I believe I've read somewhere that scent is one of our most powerful memory triggers. So this week, a blast (of scent) from the past.
Classic pink Camay soap will forever remind me of the downstairs bathroom in my friend Sue's parents' house. The rest of the house didn't have that smell, just that one room. I love that smell. Our house, on the other hand, is conjoured by aqua Zest. We had very hard water (iron) and Zest was the only soap that didn't film up and stick to your skin. And back then, there was only one Zest, the traditional aqua.
The smell of Pine-sol carries me back to Kiwanis Apps Mill Park, the site of the residential camp where I worked as a counselor in the summer of 1982. We had to mop up messes, a lot of messes it seemed, so the place always smelled like pine-sol. That's where Scott and I met. :o)
This week, hanging up the clothes, the breeze carried another memory. When I was growing up, we had a field of *ahem* wildflowers around the yard. Predominant was Queen Anne's Lace. What a sweet, delicate scent!

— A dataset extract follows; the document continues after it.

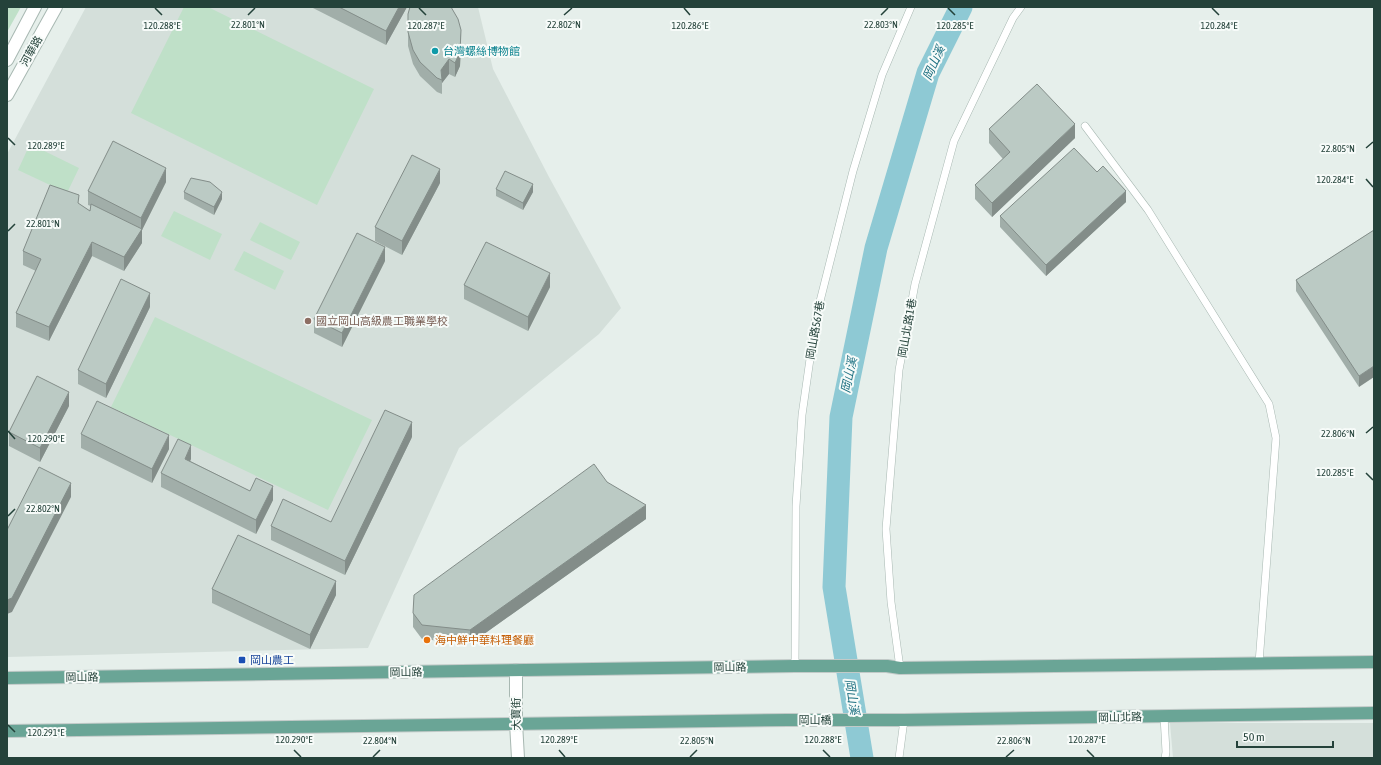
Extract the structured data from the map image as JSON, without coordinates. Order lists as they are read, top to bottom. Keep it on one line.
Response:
{"streets":{"main road":["岡山路","岡山北路","岡山橋"],"street":["河華路","大寶街"],"lane":["岡山北路1巷","岡山路567巷"]},"crossings":[["岡山路567巷","岡山路"],["岡山路","大寶街"],["大寶街","岡山橋"],["岡山北路","岡山橋"]],"water":["岡山溪"],"places":{"other":["台灣螺絲博物館","國立岡山高級農工職業學校","海中鮮中華料理餐廳"],"transit":["岡山農工"]},"scale_bar":"50 m","coordinates":["22.801°N","22.802°N","22.803°N","120.288°E","120.287°E","120.286°E","120.285°E","120.284°E","120.289°E","22.805°N","22.806°N","120.290°E","120.291°E","22.804°N"]}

And always, the smell of late summer.
And not so pleasant - there's a kind of nose wrinkling salty (but not rancid) smell to dried up dead fish. I grew up near Lake Erie in the 1970s. Boy that smell transports me back.

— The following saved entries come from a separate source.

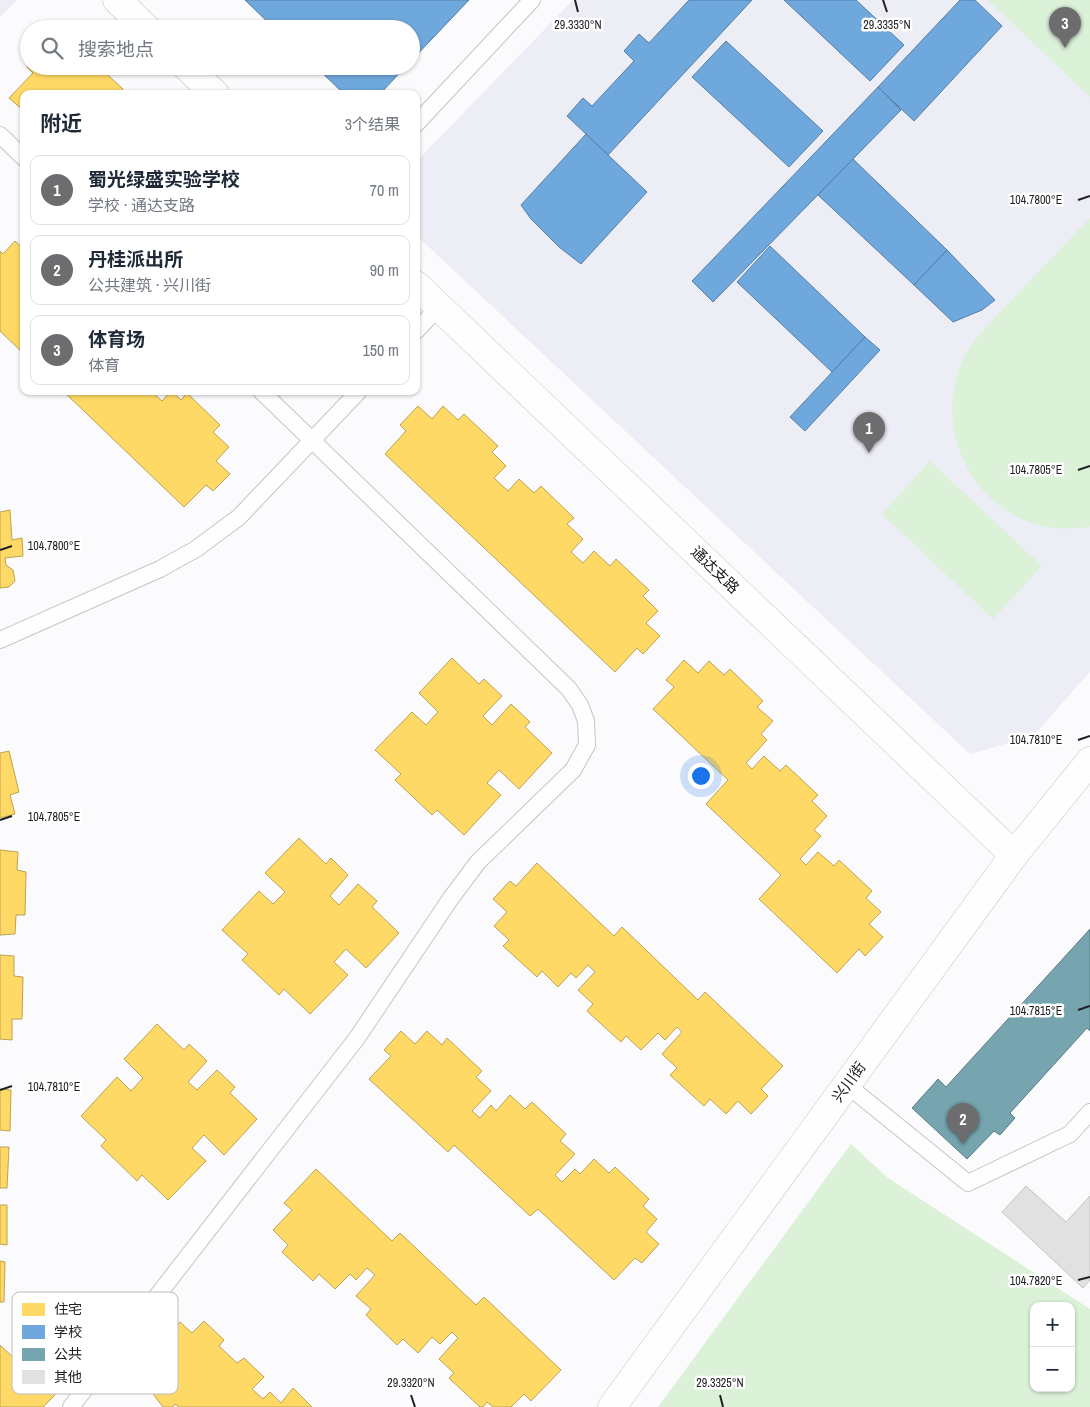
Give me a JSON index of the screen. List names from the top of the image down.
{
  "streets": {
    "street": ["通达支路", "兴川街"]
  },
  "crossings": [
    ["通达支路", "兴川街"]
  ],
  "legend": [
    "住宅",
    "学校",
    "公共",
    "其他"
  ],
  "page": {
    "pins": ["3", "1", "2"],
    "search": "搜索地点",
    "heading": ["附近", "3个结果"],
    "list": [
      {
        "mark": "1",
        "name": "蜀光绿盛实验学校",
        "note": "学校 · 通达支路",
        "value": "70 m"
      },
      {
        "mark": "2",
        "name": "丹桂派出所",
        "note": "公共建筑 · 兴川街",
        "value": "90 m"
      },
      {
        "mark": "3",
        "name": "体育场",
        "note": "体育",
        "value": "150 m"
      }
    ],
    "map_buttons": ["+", "−"]
  },
  "coordinates": [
    "29.3330°N",
    "29.3335°N",
    "104.7800°E",
    "104.7805°E",
    "104.7810°E",
    "104.7815°E",
    "104.7820°E",
    "29.3320°N",
    "29.3325°N"
  ]
}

I was ironing batiks one time, and the smell of something in the fabric brought back a scent memory I'd completely forgotten. Before we moved from the little orange house in Campbell's Cross my parents used to have parties. Did they burn incense? Was it patchouli? It was the 60s, it's certainly not out of the question. Whatever it was, the smell of the batik sent me back 35 years, sitting under the buffet table, quietly fascinated at all the people in my house.
Of course Christmas smells like cloves, and Halloween smells like charred pumpkin guts. Fall smells like slightly moldy fallen leaves, spring smells like worms...
I think losing the sense of smell would be more traumatic than many can even begin to imagine.